§ **Material for the task**
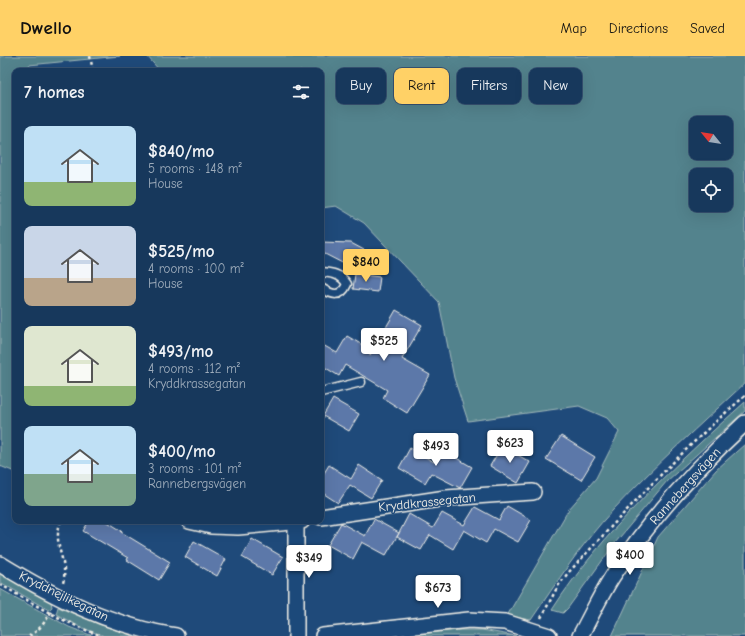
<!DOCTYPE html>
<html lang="en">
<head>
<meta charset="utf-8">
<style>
	:root { --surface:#17385c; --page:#203f62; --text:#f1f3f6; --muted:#9eacbb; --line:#365272; --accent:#ffd166 }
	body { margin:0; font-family:"Comic Neue",sans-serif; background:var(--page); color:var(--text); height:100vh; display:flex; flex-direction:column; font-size:15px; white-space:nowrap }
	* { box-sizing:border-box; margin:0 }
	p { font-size:13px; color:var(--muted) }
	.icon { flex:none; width:22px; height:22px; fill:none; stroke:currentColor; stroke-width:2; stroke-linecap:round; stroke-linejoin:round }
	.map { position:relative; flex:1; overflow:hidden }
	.side { position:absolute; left:12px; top:12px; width:312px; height:456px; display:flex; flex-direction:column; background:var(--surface); border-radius:8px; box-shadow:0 4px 16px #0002,0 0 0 1px var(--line) }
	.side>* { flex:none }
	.top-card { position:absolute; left:336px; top:12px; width:349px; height:36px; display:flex; gap:8px }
	.needle { width:26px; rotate:300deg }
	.controls { position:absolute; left:689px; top:60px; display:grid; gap:8px }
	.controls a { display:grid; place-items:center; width:44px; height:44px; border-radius:8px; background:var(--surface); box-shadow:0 4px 16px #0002,0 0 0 1px var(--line); font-size:20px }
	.price { position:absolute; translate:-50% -34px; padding:0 9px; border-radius:4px; background:#fff; color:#222; font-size:13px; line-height:26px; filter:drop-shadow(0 1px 2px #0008) }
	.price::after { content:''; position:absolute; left:50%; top:24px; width:12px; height:9px; margin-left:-6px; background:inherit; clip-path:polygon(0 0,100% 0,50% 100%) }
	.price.selected { background:var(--accent); color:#111 }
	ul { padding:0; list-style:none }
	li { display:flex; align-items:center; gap:12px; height:100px; padding:0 12px }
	li span { display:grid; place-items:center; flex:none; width:112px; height:80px; border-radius:8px; color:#555 }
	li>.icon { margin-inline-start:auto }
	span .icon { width:48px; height:48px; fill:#fffc; stroke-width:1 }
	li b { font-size:17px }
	h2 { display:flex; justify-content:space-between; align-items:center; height:48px; padding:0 12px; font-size:17px }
	.pill { padding:0 14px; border-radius:8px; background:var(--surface); box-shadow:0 4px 16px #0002,0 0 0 1px var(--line); font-size:14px; line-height:36px }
	.pill.selected { background:var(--accent); color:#111 }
	header { display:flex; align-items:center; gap:24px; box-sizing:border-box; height:56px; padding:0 20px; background:var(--accent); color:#111 }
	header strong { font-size:19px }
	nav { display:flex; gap:22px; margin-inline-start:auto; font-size:14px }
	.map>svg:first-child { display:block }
	.green { fill:#53838d; stroke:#a4baba; fill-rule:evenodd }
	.building { fill:#5c78a9; stroke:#f4f1e8 }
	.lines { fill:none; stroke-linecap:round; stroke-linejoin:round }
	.service-casing { stroke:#f4f1e8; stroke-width:11 }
	.minor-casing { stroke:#f4f1e8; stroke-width:18 }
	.path { stroke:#f4f1e8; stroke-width:2.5; stroke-dasharray:3 3; stroke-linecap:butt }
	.service { stroke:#1f4a7a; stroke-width:8 }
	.minor { stroke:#1f4a7a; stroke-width:15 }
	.labels { text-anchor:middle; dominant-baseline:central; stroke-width:3; stroke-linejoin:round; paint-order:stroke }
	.street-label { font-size:13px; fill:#f4f1e8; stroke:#1f4a7a }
</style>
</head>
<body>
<header>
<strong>Dwello</strong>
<nav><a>Map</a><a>Directions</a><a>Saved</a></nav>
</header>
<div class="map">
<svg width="745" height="580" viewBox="0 0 745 580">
	<rect width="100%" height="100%" fill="#1f4a7a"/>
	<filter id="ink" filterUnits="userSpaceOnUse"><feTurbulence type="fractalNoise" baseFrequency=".025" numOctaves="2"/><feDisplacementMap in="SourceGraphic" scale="8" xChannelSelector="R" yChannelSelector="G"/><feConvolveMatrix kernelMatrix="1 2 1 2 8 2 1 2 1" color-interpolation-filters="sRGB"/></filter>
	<g filter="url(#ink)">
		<!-- green -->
		<g class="green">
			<polygon points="0,0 120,0 29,9 30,15 15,15 15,416 0,410"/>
			<path d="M147,0H745V327C700,369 655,409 613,454C582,487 557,526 531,564L507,560L569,453L596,422L619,376L607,362L579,350L468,365L454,322L439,246L364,167L336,150L321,152V15H160ZM696,67H726V97H696ZM696,119H726V149H696Z"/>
			<path d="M745,346V355L667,425L615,487L568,552L563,557L552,554C603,475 675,409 745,346Z"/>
			<polygon points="745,388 745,580 612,580 658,481 716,414"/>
			<polygon points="0,516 51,546 52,551 49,554 47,553 0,526"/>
			<polygon points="0,533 69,571 93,580 0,580"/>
			<polygon points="58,551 98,568 134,580 103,580 78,570 56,558"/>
			<polygon points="459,574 482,574 516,580 392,580"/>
		</g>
		<!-- building -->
		<g class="building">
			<polygon points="321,186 351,187 364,194 354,213 321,196"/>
			<polygon points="355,218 380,221 378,236 353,233"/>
			<polygon points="396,254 422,269 402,303 430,319 407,357 383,342 387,334 345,309 339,320 321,309 321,288 337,297 347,280 371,294 370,299"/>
			<polygon points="333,343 359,358 349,375 323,360"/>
			<polygon points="561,380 595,401 581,424 546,403"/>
			<polygon points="502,390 530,406 518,427 490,410"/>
			<polygon points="410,392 434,406 441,393 472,411 460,432 431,417 425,427 399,412"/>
			<polygon points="329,409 351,423 359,409 382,424 371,442 350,429 338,447 321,436 321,422"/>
			<polygon points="507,450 531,464 518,486 494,473 486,487 464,474 453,493 430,479 421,494 397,481 409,458 433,472 442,457 464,469 475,451 499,464"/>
			<polygon points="374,463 399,477 386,499 362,486 353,503 328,489 341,467 365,480"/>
			<polygon points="89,465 106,465 122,475 121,476 170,506 159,524 127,504 128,502 83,475"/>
			<polygon points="252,483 283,501 272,519 242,501"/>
			<polygon points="194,485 226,503 217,520 185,501"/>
		</g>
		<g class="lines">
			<!-- service casing -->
			<g class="service-casing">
				<g id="service">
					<path d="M321,216C332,217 341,218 347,228C341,242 332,239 321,232"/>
					<polyline points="321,336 361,326"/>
				</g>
			</g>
			<!-- minor casing -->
			<g class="minor-casing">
				<g id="minor">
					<polyline points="321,461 446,442 533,436"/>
					<polyline points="189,465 211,470 238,471 302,465"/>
					<path d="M0,508C54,541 113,571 176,580"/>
					<polyline points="296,580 296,465"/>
					<polyline points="323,580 469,564 505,566 549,580"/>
					<path d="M580,580C591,560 600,540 612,521C649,464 695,413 745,367"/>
				</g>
			</g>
			<!-- path -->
			<g class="path">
				<polyline points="90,0 93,15"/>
				<path d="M61,465C51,489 69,505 63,527"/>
				<path d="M0,528C33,548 66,568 102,580"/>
				<path d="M541,562L558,530L568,517C625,456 681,394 745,340"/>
				<path d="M29,580C39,575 47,564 52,554"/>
			</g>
			<!-- service -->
			<use href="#service" class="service"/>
			<!-- minor -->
			<use href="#minor" class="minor"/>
		</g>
	</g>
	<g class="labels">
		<!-- street labels -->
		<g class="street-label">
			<text transform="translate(685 430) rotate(-48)">Rannebergsvägen</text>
			<text transform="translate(427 446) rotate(-6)">Kryddkrassegatan</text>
			<text transform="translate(64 540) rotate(26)">Kryddnejlikegatan</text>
		</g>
	</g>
</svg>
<div class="controls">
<a><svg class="needle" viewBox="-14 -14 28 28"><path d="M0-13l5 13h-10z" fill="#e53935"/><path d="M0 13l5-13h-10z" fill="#9eacbb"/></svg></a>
<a><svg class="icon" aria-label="locate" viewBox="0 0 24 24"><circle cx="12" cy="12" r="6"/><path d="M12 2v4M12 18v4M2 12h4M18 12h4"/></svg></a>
</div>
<b class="price selected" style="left:366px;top:227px">$840</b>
<b class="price" style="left:384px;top:306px">$525</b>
<b class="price" style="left:510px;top:408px">$623</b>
<b class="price" style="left:436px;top:411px">$493</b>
<b class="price" style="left:630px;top:520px">$400</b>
<b class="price" style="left:309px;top:523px">$349</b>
<b class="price" style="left:438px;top:553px">$673</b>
<div class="top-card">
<a class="pill">Buy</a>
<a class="pill selected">Rent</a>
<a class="pill">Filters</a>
<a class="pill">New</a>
</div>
<section class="side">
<h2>7 homes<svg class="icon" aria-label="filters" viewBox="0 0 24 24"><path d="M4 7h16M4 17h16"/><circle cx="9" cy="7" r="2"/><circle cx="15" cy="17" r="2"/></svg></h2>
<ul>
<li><span style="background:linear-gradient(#bfe0f5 70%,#8fb573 0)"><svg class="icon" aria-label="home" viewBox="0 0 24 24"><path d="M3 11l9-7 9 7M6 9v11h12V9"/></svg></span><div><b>$840/mo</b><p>5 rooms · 148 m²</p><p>House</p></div></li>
<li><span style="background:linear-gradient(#c9d6e8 65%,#b9a48a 0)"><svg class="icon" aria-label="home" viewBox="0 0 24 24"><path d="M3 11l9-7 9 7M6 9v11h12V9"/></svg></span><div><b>$525/mo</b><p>4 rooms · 100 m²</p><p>House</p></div></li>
<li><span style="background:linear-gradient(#dfe7d0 75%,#8fb573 0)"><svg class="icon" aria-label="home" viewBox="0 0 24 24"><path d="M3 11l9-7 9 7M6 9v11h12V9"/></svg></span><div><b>$493/mo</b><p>4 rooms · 112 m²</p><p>Kryddkrassegatan</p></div></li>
<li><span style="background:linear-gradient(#bfe0f5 60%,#7fa58c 0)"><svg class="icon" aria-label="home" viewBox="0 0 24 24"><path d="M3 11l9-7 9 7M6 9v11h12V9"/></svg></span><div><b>$400/mo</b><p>3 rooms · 101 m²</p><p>Rannebergsvägen</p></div></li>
</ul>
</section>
</div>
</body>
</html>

§ **Your instructions**
A complete answer reproduces every line of the records in which the word "body" occurs.

§ **Result of the exercise**
	body { margin:0; font-family:"Comic Neue",sans-serif; background:var(--page); color:var(--text); height:100vh; display:flex; flex-direction:column; font-size:15px; white-space:nowrap }
<body>
</body>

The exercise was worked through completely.